Jacques Rancière has continually unsettled political discourse, particularly through his questioning of aesthetic "distributions of the sensible," which configure the limits of what can be seen and said. Widely recognized as a seminal work in Rancière's corpus, the translation of which is long overdue, Mute Speech is an intellectual tour de force proposing a new framework for thinking about the history of art and literature. Rancière argues that our current notion of "literature" is a relatively recent creation, having first appeared in the wake of the French Revolution and with the rise of Romanticism. In its rejection of the system of representational hierarchies that had constituted belles-letters, "literature" is founded upon a radical equivalence in which all things are possible expressions of the life of a people. With an analysis reaching back to Plato, Aristotle, the German Romantics, Vico, and Cervantes and concluding with brilliant readings of Flaubert, Mallarmé, and Proust, Rancière demonstrates the uncontrollable democratic impulse lying at the heart of literature's still-vital capacity for reinvention.
About the Author
Jacques Rancière (b. 1940) is professor of philosophy emeritus at the University of Paris VIII. Among his major works translated into English are The Future of the Image, The Politics of Aesthetics, The Philosopher and His Poor, The Flesh of Words: The Politics of Writing, Aesthetics and Its Discontents, Disagreement: Politics And Philosophy, and The Ignorant Schoolmaster: Five Lessons in Intellectual Emancipation.

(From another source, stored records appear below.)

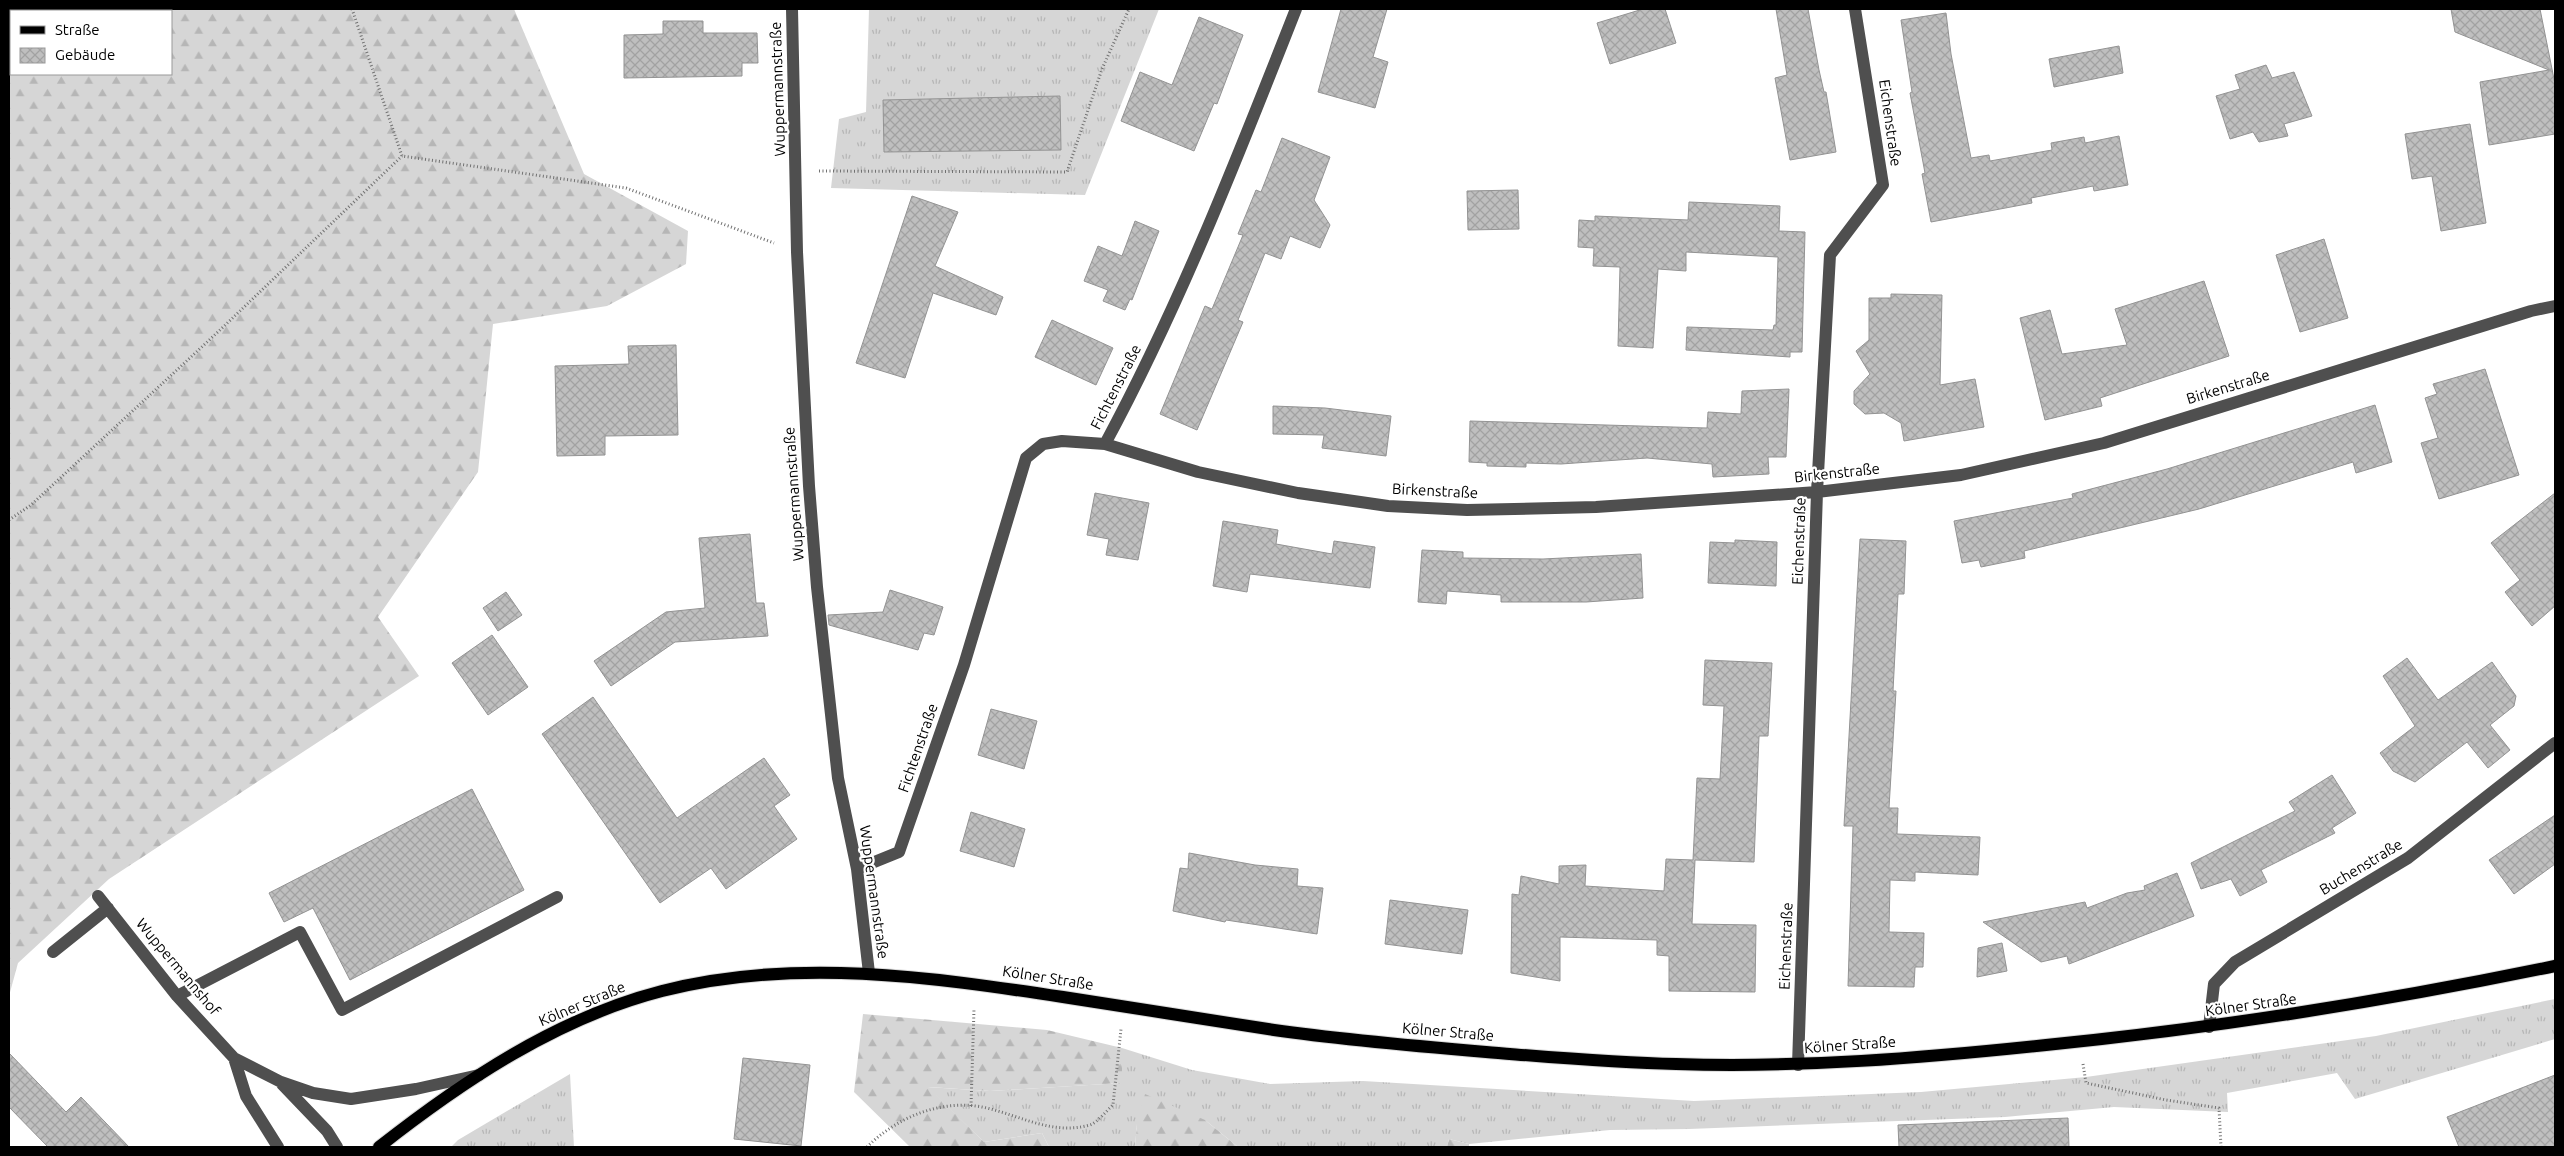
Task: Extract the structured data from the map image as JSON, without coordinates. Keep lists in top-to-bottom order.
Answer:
{
  "streets": {
    "main road": ["Kölner Straße"],
    "street": [
      "Wuppermannstraße",
      "Eichenstraße",
      "Fichtenstraße",
      "Birkenstraße",
      "Buchenstraße",
      "Wuppermannshof"
    ]
  },
  "crossings": [
    ["Wuppermannstraße", "Fichtenstraße"],
    ["Wuppermannstraße", "Kölner Straße"],
    ["Eichenstraße", "Birkenstraße"],
    ["Eichenstraße", "Kölner Straße"],
    ["Fichtenstraße", "Birkenstraße"],
    ["Buchenstraße", "Kölner Straße"],
    ["Wuppermannshof", "Kölner Straße"]
  ],
  "legend": ["Straße", "Gebäude"]
}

Gabriel Rockhill is assistant professor of philosophy at Villanova University and program director at the Collège International de Philosophie. He is the author of Logique de l'histoire and coeditor of the Politics of Culture and the Spirit of Critique: Dialogues, as well as Jacques Rancière: History, Politics, Aesthetics.
James Swenson is associate professor of French and dean of humanities at Rutgers University. He is the author of On Jean-Jacques Rousseau Considered as One of the First Authors of the Revolution and a well-known translator of Étienne Balibar and Jacques Rancière.
What People are Saying About This
Mute Speech counts among Jacques Rancière's most intensive and compelling studies of the origins and consequences of modern literature. Taking German Romantic philosophy as a point of departure and setting his sights on Flaubert, Mallarmé and Proust, Rancière draws his readers through the many contradictions that give rise to the aesthetic turn of our age. Elegantly translated by James Swenson, Mute Speech invites us to think afresh the philosophical, aesthetic and political dilemmas that ground the modern canon.